The news that the London Borough of Barnet is not finding it easy to deliver savings is not surprising. All local authorities are going to struggle because of the size of savings required. What makes Barnet’s difficulties news worthy is that they claimed to have found the answer to delivering public services whilst operating within a reduced budget. Barnet proudly boasted that they intended to by the first “easy council”. They would meet ambitious efficiency targets by providing no frill council services using the model of the low cost airlines.
Councillors in Barnet have found that it’s not so easy to make the size of savings required and not possible to do it by simply making efficiencies. They were at best naive to claim that they had a way of making savings without making cuts to front line services their pre election claims were based not on what their officers will have been telling them but on an unproven believe that council services needed a dose of private sector realism.

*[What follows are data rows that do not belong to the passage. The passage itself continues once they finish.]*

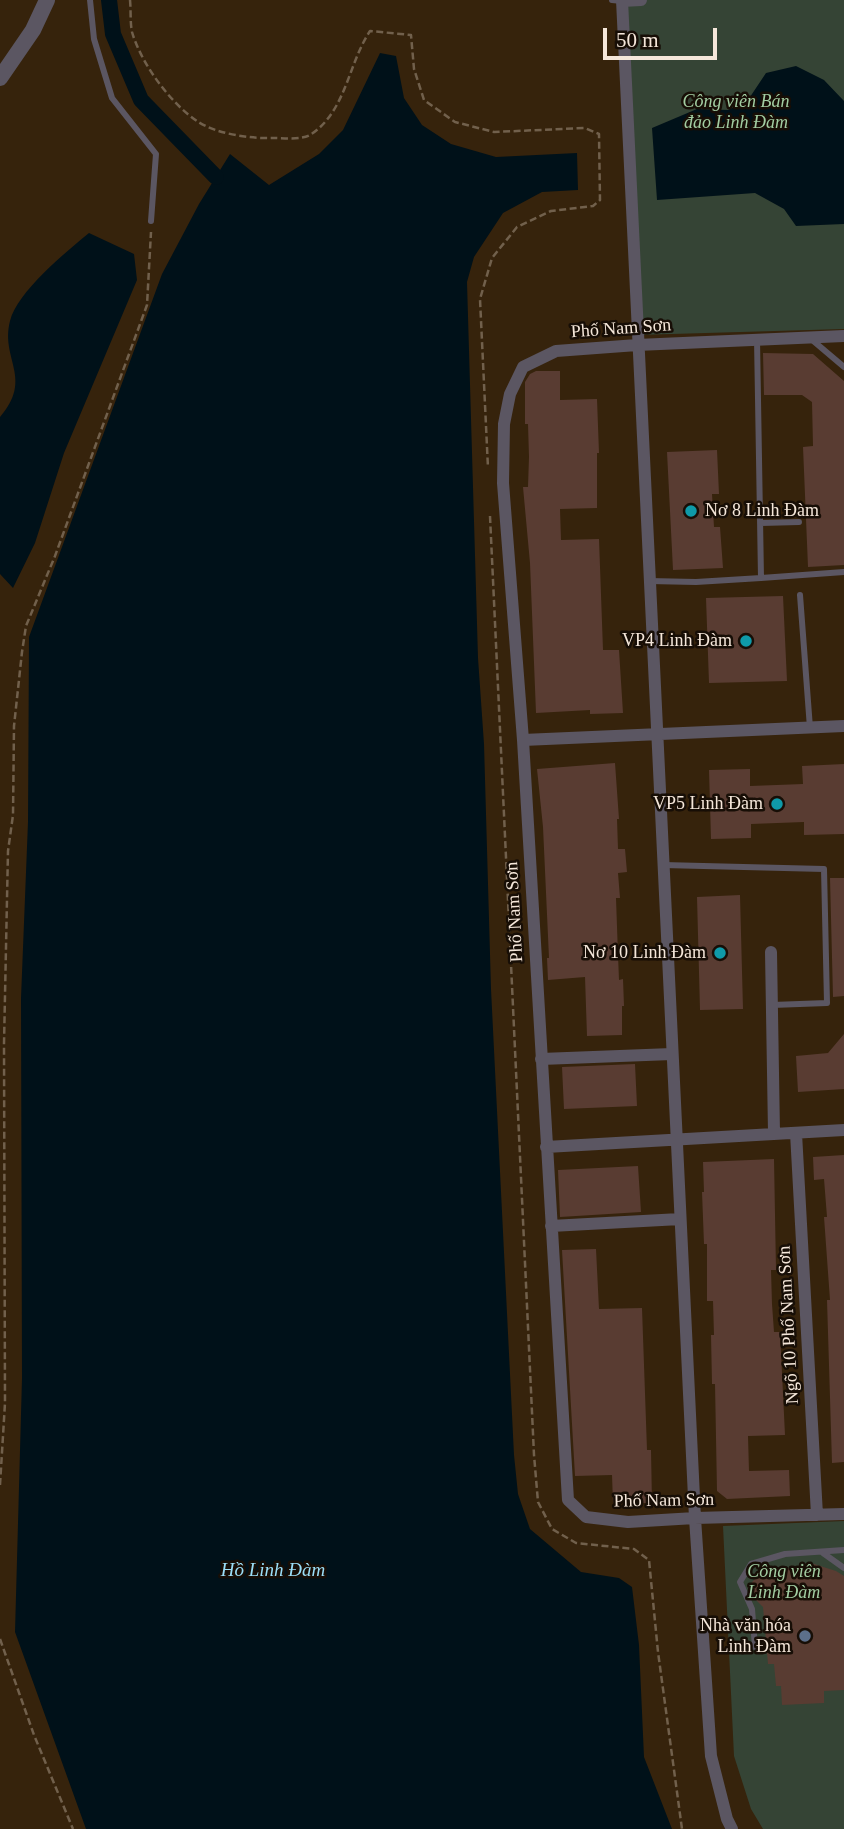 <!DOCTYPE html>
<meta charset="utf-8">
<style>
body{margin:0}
#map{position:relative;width:844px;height:1829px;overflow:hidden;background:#36230c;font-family:Georgia,serif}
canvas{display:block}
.scale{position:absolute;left:603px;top:28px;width:114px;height:32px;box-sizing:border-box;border:4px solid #f5e7da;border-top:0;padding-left:9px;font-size:21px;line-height:24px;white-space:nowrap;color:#f5e7da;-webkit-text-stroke:5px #170e06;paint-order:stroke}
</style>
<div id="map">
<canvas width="844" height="1829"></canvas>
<div class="scale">50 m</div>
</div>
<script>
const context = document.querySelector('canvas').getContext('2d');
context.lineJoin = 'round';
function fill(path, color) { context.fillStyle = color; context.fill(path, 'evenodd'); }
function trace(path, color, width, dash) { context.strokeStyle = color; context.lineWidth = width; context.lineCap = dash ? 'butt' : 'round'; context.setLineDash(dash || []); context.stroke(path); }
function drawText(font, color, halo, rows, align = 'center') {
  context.font = font + ' Georgia,serif'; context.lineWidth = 5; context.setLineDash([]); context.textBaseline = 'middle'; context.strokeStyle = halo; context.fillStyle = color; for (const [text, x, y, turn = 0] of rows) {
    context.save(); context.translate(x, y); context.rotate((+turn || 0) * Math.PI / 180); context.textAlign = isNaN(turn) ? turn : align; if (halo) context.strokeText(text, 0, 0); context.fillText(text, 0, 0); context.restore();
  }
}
fill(new Path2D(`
 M642 0H844V329L637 335 622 1Z
 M844 1521V1829H763L751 1809 734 1756 723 1526Z`), '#354435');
fill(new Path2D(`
 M380 53 396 56 404 98 422 125 451 144 496 157 577 153 578 190 542 192 503 213 474 257 467 282 478 658 484 744 491 989 514 1455 518 1494 530 1529 581 1572 619 1578 632 1587 639 1645 644 1757 672 1829H86L15 1632 22 1378 21 998 28 822 29 637 162 274 199 204 230 154 269 185 319 154 343 130Z
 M796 66 824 80 844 101V224L796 226 784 209 755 193 657 200 652 128 697 109 728 110 748 100 766 73Z
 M89 233 134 254 137 280 64 453 35 543 13 588 0 574V417C34 378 0 359 10 321 17 292 66 252 89 233Z`), '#001119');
trace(new Path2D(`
 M109 0 113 34 141 100 216 177`), '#001119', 16);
fill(new Path2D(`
 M763 353 813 354 844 381V565L808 567 803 447 813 446 812 402 802 395H764Z
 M536 371H560V400L597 399 599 453H597V508L560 509 561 540 599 539 603 650H619L623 713 590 714V710L536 713 530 563 523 487H528L529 457 528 424H525V382L530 374Z
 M717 450 719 494H712L714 527H720L723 568 673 570 667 452Z
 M783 596 787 681 709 683 706 598Z
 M615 763 619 819H617L618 849H625L627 872 618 873 620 898H616L618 955 619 980 623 979 624 1006H622V1035L587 1036 585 977 548 980 547 958H549L543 827 537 769Z
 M844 764V834L804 835V822L751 824V838L711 839 709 770 750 769V786L803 784 802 766Z
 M830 878H844V996L833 997Z
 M740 895 743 1009 700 1010 697 897Z
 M844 1034V1089L798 1092 796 1056 828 1053Z
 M635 1064 637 1106 564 1109 562 1067Z
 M844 1155V1462L832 1463 827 1300H830L824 1217H827L824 1179 814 1180 813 1157Z
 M774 1159 776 1270H771L772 1304 774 1332H780L785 1435 748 1436 749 1471 789 1470 790 1496 727 1499 717 1491 715 1384H712L711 1335H714L713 1301H707V1244H704L702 1192H704L703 1162Z
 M638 1166 641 1212 560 1217 558 1170Z
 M596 1249 599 1309 642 1308 647 1450H651L652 1503H613L612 1475 575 1476 562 1250Z
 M814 1564 836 1571 844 1576V1690L824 1691V1703L782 1705 781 1686H776L774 1664H768L763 1607 753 1597 748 1587 759 1574 765 1579 783 1569Z`), '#593c32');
trace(new Path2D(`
 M130 0C131 10 130 22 132 32 141 63 170 103 197 121 215 134 252 139 274 138 284 138 301 140 310 135 346 112 348 64 370 31L411 35 414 69 424 100 455 122 494 132 585 128 599 134 600 200 593 206 551 211 517 227 492 258 480 299 488 468
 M490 516 534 1455 538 1502 552 1529 576 1543 634 1549 649 1560 658 1652 682 1829
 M0 1485 5 1403 4 1044 8 851 13 815 14 726 22 652 26 626 55 556 147 305 151 232
 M0 1639 34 1735 73 1829`), '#71604c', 2.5, [7, 3.5]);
trace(new Path2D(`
 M90 0 94 39 112 98 156 154 151 221
 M612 0 622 1
 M811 339 844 367
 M761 523 799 522
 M761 578 844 572
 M649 581 696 582 761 578 757 339
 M800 595 810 728
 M663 865 824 869 827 1003 772 1005
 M823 1553 844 1568
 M755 1647 752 1609 740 1582 751 1564 785 1554 844 1550`), '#5b5662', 6);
trace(new Path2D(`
 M622 0 695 1518 711 1756 727 1819 732 1829
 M622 1 641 0
 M844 336 637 345 556 351 523 367 510 394 504 424 503 483 523 740 568 1500 586 1517 628 1522 695 1518 844 1514
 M523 740 844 726
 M771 952 774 1133
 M541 1059 672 1054
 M796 1133 817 1515
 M546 1147 844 1130
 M551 1226 680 1219`), '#5b5662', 12);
trace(new Path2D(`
 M0 78 33 30 47 0`), '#5b5662', 16);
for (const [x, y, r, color] of [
 [691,511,7,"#0f9aa8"],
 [746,641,7,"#0f9aa8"],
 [777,804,7,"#0f9aa8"],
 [720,953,7,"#0f9aa8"],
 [805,1636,7,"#5c6f8a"]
]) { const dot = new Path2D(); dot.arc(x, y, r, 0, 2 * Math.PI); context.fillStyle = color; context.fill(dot); trace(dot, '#170e06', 2.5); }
drawText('italic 18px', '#a2cda2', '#170e06', [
 ["Công viên Bán",736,102],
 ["đảo Linh Đàm",736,123],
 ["Công viên",784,1572],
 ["Linh Đàm",784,1593]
]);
drawText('18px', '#f5e7da', '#170e06', [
 ["Phố Nam Sơn",621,329,-4],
 ["Phố Nam Sơn",515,912,-93],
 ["Ngõ 10 Phố Nam Sơn",789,1325,-93],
 ["Phố Nam Sơn",664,1501,-1]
]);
drawText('18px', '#f5e7da', '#170e06', [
 ["Nơ 8 Linh Đàm",705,511,"left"],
 ["VP4 Linh Đàm",732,641],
 ["VP5 Linh Đàm",763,804],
 ["Nơ 10 Linh Đàm",706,953],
 ["Nhà văn hóa",791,1626],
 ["Linh Đàm",791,1647]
], 'right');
drawText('italic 19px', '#9bdef7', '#170e06', [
 ["Hồ Linh Đàm",273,1571]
]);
</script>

However they will not be the only council facing up to the fact that they have to make large scale redundancies, cut grants to the voluntary sector, close day centres, libraries and leisure centre and take away home helps from frail elderly people. They will not be alone in finding that such dramatic cuts are unpopular but also that they take a lot longer to deliver than they anticipated. In the face of hostility from local media stays of execution will be granted whilst options are considered, closures will be phased to give time for alternative to be found, compromises will be agreed because politics is the art of the possible and frankly the original plans were impossible. And then there are the efficiencies which never really existed except on paper. The savings that allowed officers and councillors to claim that cuts to front line services would not be necessary like halving absenteeism rates, the ban on over time and the use of agency staff and better management of vacancies. And of course the total ban on the use of expensive management consultants.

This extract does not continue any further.